Perhaps there is a language difficulty. There was no intended sarcasm in this post at all (and as a Brit, rereading, my comment I still cannot detect any). However, 100% apologies. My position
is that I agree totally with @orcinus. I will lay out my position again in a more professional way.

For me (both as a major contributor to the project and as a user of the product in a large-scale commercial environment), there is clearly a sharp distinction between the lowest level of the product
($db->execute) and the highest($db->autoexecute). If I wanted to write a batch routine that updated, say, 250,000 records, I would find it inconceivable to use autoExecute, for the plain reason that the multiple layers of wrappers are a serious performance impediment. Indeed, my own production version of ADOdb has numerous caching tweaks to maximize the performance and eliminate a lot of the current re-reading done in ADOdb.

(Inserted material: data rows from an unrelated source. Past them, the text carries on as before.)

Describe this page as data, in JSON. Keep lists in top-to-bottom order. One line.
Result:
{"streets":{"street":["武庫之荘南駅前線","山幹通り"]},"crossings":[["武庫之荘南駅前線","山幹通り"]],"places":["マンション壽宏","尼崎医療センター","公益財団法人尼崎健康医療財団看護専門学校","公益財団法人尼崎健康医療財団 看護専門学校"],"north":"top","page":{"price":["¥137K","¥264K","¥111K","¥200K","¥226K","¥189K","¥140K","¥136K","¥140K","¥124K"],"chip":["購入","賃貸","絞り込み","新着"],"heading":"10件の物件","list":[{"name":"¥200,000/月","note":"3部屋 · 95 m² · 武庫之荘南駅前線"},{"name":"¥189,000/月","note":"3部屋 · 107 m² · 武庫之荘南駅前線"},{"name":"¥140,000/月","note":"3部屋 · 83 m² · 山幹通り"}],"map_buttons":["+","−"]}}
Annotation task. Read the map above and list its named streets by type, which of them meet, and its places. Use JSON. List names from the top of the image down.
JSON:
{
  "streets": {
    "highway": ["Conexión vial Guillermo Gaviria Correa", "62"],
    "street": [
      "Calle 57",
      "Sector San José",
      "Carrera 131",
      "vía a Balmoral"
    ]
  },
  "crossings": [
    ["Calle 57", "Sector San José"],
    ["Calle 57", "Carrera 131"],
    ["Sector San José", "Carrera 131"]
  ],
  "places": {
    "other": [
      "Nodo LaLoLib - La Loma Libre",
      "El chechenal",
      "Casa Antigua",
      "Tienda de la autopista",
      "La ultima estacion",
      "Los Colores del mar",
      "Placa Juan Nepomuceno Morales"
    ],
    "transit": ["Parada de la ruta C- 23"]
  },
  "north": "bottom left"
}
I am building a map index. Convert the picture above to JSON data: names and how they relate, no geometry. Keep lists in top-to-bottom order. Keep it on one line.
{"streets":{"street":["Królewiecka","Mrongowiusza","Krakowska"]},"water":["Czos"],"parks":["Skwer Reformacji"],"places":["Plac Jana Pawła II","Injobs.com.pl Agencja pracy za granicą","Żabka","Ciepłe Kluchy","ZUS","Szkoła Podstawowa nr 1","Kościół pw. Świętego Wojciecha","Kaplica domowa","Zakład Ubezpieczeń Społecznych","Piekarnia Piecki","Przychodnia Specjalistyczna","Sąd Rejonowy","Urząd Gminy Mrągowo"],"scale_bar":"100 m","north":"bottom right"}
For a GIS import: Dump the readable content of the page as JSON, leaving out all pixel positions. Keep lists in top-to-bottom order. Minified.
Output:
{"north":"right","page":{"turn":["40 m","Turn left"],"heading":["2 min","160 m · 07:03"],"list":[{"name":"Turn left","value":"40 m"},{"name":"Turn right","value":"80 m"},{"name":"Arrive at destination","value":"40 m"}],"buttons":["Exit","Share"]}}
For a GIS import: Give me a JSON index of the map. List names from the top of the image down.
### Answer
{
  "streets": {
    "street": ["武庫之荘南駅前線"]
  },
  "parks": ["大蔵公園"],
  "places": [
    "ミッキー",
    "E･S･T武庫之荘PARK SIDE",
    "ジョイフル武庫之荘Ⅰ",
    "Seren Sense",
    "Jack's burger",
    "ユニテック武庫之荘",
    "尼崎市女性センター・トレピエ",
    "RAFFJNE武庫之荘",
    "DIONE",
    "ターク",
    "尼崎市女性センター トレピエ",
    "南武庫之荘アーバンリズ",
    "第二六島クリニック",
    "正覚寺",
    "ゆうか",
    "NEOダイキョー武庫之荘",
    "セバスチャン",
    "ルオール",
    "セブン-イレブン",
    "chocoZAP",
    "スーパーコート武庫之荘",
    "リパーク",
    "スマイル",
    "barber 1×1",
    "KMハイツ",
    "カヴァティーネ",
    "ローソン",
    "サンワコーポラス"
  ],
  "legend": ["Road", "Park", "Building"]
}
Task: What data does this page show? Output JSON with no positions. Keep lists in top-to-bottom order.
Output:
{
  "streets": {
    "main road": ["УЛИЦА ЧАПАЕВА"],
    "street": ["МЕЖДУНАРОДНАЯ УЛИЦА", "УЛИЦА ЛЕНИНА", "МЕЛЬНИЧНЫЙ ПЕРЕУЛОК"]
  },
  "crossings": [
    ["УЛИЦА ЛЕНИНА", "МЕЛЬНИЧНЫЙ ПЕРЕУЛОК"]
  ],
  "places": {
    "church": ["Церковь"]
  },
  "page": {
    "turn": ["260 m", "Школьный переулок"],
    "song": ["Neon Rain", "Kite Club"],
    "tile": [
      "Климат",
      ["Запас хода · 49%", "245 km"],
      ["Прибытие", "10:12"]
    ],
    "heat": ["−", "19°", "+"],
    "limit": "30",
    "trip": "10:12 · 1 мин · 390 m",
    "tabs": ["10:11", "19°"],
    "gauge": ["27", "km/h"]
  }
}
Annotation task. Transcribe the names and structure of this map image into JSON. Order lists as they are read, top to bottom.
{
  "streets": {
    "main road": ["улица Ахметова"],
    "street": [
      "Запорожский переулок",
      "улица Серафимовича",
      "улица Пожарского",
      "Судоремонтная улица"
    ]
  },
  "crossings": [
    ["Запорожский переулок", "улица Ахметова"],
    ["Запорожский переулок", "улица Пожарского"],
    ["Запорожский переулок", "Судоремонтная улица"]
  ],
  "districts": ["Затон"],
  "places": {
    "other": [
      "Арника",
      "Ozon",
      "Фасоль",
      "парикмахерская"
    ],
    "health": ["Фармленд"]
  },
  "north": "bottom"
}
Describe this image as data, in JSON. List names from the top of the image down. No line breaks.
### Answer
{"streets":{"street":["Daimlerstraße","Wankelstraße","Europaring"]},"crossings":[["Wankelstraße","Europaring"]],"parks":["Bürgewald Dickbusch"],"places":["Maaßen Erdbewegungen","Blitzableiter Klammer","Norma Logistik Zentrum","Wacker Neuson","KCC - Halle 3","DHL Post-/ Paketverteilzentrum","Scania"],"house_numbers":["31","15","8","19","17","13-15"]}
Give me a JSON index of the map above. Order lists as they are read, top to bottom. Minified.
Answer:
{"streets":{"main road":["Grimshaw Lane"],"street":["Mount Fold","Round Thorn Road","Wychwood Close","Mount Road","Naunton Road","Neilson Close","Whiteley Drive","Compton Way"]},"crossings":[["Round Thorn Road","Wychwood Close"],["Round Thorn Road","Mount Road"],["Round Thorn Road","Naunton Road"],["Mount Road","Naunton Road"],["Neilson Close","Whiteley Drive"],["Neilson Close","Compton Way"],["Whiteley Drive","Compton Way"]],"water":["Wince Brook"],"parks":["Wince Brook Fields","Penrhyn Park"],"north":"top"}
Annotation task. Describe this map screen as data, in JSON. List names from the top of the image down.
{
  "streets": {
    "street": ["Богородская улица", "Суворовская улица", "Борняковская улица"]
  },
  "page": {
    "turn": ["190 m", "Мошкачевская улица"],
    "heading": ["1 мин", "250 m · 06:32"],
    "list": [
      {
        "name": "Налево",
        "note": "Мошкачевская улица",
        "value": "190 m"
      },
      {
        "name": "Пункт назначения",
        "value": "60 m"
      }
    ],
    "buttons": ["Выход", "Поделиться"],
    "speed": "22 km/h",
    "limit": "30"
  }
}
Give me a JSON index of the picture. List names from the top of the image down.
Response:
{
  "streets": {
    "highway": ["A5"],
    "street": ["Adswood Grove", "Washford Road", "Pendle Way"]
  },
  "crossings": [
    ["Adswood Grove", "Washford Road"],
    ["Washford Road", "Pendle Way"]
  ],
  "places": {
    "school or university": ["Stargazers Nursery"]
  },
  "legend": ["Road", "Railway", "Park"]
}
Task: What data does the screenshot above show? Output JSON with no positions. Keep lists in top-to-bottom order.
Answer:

However, If I'm given 30 minutes to produce a trivial record insertion routine that will likely be discarded in a week, I would of course drop autoExecute into my code, and indeed, anything that provides a more robust interface and better error handling would simplify my own code and make it easier to write and debug.

We could lay out a position in the documentation, e.g.

autoExecute is designed to provide a robust simple interface to record updating and insertion. As such, it contains multiple levels of table, column and data validation to ensure data integrity prior to record insertion or update. Consequently, there may be some performance degradation when used for large numbers of record updates.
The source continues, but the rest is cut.